▸ What needs to be done: If a line in the data below contains "setLineDash", copy it.

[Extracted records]
────────────────────────────────────────

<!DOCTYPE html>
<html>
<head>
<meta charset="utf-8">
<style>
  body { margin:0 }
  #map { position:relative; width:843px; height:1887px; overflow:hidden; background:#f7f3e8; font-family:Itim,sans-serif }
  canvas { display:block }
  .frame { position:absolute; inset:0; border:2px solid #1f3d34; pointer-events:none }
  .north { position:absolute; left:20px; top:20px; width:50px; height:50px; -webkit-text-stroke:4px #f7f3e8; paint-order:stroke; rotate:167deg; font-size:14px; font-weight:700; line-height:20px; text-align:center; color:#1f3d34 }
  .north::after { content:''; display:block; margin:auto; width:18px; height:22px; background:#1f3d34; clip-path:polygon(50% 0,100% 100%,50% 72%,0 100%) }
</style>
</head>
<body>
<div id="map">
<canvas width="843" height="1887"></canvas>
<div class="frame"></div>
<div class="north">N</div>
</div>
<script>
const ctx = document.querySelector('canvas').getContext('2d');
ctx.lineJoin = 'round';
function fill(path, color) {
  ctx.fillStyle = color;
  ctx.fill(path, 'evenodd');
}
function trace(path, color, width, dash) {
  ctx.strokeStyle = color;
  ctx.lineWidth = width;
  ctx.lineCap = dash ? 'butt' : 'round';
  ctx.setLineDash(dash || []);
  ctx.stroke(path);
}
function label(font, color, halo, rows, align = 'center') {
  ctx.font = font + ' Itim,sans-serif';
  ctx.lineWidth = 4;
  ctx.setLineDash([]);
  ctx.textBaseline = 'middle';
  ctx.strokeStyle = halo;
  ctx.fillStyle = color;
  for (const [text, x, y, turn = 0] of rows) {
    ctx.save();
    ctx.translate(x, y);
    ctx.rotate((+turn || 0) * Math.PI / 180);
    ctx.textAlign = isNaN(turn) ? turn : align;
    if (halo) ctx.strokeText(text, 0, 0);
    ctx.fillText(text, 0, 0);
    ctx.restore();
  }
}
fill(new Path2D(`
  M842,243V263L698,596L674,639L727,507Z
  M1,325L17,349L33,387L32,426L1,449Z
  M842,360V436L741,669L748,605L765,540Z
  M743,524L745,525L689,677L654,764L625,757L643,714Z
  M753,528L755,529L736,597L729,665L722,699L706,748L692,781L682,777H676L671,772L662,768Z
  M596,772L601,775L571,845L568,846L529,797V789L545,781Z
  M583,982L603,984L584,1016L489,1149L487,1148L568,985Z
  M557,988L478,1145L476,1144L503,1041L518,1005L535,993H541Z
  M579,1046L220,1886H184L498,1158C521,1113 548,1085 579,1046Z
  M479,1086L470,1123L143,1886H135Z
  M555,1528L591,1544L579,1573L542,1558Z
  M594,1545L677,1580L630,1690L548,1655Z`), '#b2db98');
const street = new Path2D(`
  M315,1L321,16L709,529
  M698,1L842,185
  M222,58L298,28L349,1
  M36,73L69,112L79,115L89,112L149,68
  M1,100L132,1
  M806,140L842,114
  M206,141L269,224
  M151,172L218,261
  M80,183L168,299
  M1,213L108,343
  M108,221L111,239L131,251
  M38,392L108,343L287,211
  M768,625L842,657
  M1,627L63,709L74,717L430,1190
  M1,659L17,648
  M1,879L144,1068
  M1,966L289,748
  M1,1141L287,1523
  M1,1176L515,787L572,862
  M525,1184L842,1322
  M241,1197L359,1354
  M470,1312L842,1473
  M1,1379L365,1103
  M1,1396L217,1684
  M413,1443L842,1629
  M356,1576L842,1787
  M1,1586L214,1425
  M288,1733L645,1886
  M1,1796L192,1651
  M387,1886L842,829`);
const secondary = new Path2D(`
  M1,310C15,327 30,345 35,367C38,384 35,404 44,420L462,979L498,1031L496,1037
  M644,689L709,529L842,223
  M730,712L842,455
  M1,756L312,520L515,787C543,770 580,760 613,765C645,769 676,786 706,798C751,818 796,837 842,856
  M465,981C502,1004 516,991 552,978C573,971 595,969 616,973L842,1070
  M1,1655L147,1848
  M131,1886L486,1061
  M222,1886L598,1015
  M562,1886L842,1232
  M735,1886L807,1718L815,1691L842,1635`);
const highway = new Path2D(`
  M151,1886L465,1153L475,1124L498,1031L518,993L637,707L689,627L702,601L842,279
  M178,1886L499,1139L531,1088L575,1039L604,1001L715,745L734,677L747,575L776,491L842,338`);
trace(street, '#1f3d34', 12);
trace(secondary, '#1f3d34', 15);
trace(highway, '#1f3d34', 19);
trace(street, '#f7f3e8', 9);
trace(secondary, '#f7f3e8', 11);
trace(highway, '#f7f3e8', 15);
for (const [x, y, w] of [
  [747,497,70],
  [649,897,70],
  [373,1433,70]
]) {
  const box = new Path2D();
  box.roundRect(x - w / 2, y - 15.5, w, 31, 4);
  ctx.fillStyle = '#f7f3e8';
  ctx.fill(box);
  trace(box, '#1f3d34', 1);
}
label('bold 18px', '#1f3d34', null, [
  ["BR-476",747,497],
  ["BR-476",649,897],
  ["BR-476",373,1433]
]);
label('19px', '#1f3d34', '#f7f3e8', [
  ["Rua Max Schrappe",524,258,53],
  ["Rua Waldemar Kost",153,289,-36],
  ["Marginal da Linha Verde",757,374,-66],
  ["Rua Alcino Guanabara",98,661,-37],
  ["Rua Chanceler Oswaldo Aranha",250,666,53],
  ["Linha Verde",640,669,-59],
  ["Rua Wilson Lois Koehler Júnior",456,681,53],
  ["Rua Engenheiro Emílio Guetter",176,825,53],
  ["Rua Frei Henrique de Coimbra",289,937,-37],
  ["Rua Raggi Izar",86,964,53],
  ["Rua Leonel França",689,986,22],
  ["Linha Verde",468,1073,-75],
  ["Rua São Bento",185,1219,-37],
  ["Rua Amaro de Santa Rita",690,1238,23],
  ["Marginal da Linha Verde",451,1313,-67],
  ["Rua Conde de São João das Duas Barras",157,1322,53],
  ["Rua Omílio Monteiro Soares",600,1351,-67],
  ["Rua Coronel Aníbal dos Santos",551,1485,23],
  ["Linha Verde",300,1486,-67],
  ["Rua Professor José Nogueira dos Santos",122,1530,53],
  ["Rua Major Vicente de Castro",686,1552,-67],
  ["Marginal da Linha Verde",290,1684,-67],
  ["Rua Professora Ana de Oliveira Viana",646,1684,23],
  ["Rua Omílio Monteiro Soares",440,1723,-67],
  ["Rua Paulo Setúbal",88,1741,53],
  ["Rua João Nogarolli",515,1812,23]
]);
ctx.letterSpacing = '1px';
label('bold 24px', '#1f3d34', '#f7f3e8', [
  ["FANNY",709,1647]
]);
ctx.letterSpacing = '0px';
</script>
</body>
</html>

────────────────────────────────────────

▸ Finished task:
  ctx.setLineDash(dash || []);
  ctx.setLineDash([]);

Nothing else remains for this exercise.